Dorothy Parker's review from the New Yorker (taken from The Portable Dorothy Parker) Oh, Look-A Good Book!
April 25. 1931
It seems to me that there is entirely too little screaming about the work of Dashiell Hammett. My own shrill yaps have been ascending ever since I first found Red Harvest, and from that day the man has been, God help him, my hero; but I talked only yesterday, I forget why, with two of our leading booksy folk, and they had not heard of that volume, nor had they got around to reading its better, The Maltese Falcon .

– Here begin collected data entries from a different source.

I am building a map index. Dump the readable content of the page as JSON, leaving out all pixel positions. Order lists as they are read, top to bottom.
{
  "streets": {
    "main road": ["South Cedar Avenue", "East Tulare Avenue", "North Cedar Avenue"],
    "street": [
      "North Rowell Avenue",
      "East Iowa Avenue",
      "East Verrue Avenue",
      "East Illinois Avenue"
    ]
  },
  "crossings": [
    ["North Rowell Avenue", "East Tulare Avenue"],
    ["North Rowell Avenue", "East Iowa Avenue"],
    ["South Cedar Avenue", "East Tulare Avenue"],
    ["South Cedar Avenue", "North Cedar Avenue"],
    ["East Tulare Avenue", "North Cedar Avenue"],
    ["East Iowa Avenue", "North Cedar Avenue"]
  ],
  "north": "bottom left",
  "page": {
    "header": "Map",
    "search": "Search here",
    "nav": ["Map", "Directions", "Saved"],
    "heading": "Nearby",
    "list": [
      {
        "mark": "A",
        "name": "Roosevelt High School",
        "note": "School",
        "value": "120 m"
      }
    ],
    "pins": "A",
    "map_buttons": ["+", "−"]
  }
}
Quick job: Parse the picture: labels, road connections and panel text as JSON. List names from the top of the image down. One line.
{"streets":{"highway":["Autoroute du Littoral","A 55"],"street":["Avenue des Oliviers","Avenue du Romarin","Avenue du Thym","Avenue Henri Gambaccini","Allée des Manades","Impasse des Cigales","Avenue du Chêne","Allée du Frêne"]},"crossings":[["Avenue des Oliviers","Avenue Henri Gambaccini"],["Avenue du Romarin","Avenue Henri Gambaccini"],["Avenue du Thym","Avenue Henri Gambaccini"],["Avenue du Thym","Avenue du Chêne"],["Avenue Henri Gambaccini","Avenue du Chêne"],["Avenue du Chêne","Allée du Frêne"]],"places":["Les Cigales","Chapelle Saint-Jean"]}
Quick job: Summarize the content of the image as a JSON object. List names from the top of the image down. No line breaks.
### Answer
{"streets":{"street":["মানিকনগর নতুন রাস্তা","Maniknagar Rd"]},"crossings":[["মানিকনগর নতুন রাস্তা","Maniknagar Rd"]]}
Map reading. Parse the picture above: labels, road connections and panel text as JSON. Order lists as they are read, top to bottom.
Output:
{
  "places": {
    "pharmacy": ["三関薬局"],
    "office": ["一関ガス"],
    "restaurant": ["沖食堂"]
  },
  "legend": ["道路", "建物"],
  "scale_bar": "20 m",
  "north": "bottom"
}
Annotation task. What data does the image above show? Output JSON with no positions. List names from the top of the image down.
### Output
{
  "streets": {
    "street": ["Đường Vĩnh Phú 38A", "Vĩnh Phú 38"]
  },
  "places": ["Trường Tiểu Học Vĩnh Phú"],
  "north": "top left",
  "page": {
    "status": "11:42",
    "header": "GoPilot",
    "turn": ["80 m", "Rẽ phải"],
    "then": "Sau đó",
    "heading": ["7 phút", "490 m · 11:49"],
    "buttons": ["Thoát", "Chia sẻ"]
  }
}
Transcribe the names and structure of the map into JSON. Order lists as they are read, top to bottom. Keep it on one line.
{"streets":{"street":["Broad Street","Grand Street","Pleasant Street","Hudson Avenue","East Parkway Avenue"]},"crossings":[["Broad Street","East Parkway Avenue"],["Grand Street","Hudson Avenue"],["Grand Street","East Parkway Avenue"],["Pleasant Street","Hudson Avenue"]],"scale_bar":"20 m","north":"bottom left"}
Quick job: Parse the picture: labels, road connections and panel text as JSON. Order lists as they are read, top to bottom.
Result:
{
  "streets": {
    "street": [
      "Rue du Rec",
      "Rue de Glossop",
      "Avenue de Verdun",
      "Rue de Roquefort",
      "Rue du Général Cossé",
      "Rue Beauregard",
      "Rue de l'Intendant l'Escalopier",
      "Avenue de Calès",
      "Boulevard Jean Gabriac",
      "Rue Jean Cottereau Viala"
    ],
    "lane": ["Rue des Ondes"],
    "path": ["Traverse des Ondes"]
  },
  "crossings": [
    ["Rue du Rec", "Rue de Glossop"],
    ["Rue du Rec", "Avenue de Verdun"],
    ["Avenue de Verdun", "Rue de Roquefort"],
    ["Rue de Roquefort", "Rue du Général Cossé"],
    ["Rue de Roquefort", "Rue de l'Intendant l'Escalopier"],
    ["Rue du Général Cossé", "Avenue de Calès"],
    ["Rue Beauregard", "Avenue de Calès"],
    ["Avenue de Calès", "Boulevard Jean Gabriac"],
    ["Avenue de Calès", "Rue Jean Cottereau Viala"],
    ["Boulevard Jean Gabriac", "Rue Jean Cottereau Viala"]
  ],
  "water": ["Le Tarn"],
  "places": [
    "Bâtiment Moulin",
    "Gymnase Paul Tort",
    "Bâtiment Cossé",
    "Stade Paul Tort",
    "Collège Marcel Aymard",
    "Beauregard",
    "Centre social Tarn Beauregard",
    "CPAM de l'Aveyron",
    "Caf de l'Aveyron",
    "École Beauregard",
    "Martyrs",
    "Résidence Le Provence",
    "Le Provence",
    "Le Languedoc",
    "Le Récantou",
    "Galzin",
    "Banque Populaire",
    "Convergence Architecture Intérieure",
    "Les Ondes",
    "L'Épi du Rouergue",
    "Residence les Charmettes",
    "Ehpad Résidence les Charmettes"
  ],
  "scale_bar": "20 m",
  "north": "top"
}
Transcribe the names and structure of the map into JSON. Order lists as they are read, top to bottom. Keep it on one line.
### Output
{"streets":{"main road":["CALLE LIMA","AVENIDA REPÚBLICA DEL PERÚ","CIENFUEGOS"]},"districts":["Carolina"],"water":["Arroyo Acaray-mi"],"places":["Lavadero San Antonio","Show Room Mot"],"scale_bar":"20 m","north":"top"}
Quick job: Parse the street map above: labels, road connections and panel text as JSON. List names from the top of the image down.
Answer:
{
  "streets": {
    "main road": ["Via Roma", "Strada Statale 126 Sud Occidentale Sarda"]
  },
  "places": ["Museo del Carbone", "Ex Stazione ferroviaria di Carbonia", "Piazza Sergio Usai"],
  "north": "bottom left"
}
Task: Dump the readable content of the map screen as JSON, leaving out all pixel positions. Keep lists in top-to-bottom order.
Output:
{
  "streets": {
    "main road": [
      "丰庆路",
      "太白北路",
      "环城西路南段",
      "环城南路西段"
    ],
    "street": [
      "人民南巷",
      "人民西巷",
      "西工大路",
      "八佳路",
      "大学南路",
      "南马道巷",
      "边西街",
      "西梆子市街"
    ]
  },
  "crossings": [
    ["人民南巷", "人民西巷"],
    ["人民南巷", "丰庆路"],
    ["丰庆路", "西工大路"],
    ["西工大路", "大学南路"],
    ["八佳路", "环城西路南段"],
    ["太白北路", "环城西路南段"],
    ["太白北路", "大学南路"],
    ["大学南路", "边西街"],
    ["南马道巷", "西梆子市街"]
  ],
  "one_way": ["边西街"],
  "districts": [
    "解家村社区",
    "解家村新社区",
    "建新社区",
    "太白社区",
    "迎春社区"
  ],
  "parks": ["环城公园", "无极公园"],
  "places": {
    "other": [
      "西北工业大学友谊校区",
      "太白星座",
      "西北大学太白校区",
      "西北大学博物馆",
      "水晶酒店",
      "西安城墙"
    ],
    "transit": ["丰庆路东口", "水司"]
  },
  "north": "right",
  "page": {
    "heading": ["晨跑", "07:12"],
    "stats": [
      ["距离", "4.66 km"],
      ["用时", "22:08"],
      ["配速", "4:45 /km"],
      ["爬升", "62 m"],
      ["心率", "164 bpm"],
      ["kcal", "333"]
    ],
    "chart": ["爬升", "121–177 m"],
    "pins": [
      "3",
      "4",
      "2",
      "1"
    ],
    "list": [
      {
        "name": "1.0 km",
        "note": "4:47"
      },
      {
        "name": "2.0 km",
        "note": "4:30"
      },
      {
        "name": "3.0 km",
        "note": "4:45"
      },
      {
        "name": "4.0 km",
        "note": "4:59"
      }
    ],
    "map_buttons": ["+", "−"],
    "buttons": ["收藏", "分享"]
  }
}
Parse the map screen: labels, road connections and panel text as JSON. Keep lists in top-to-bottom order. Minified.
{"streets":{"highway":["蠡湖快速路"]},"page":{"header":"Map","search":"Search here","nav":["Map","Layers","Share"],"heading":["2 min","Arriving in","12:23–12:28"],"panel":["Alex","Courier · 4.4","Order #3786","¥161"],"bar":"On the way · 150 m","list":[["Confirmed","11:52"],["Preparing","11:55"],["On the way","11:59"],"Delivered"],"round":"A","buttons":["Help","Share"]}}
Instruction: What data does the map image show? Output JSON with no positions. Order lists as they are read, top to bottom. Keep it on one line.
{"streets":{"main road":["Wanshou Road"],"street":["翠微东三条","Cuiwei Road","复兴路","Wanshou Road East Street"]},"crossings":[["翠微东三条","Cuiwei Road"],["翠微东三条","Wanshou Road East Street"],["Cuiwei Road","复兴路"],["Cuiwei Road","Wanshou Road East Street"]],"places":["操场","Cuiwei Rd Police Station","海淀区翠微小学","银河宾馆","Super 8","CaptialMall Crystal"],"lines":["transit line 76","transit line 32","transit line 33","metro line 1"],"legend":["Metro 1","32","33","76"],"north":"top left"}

It is true that Mr. Hammett displays that touch of rare genius in his selection of undistinguished titles for his mystery stories - The Maltese Falcon and The Glass Key his new one, sound like something by Carolyn Wells. It is true that had the literary lads got past those names and cracked the pages, they would have found the plots to be so many nuisances; confusing to madness, as in Red Harvest: fanciful to nausea, as in The Maltese Falcon : or, as in the case of the newly published; The Glass Key . so tired that even this reviewer, who in infancy was let drop by a nurse with the result that she has ever since been mystified by amateur coin tricks, was able to guess the identity of the murderer from the middle of the book. It is true that he has all the mannerisms of Hemingway, with no inch of Hemingway’s scope nor flicker of Hemingway's beauty. It is true that when he seeks to set down a swift, assured, well-bred young woman, he devises speeches for her as such as are only equalled by the talk Mr. Theodore Dreiser compiled for his society flapper in An American Tragedy. It is true that he is so hard-boiled you could roll him on the White House lawn. And it is also true that he is a good, hell-bent, cold-hearted writer, with a clear eye for the ways of hard women and a fine ear for the words of hard men, and his books are exciting and powerful and - if I may filch the word from the booksy ones - pulsing. It is difficult to conclude an outburst like this. All I can say is that anybody who doesn't raad him misses much of modern America. And hot that sounds!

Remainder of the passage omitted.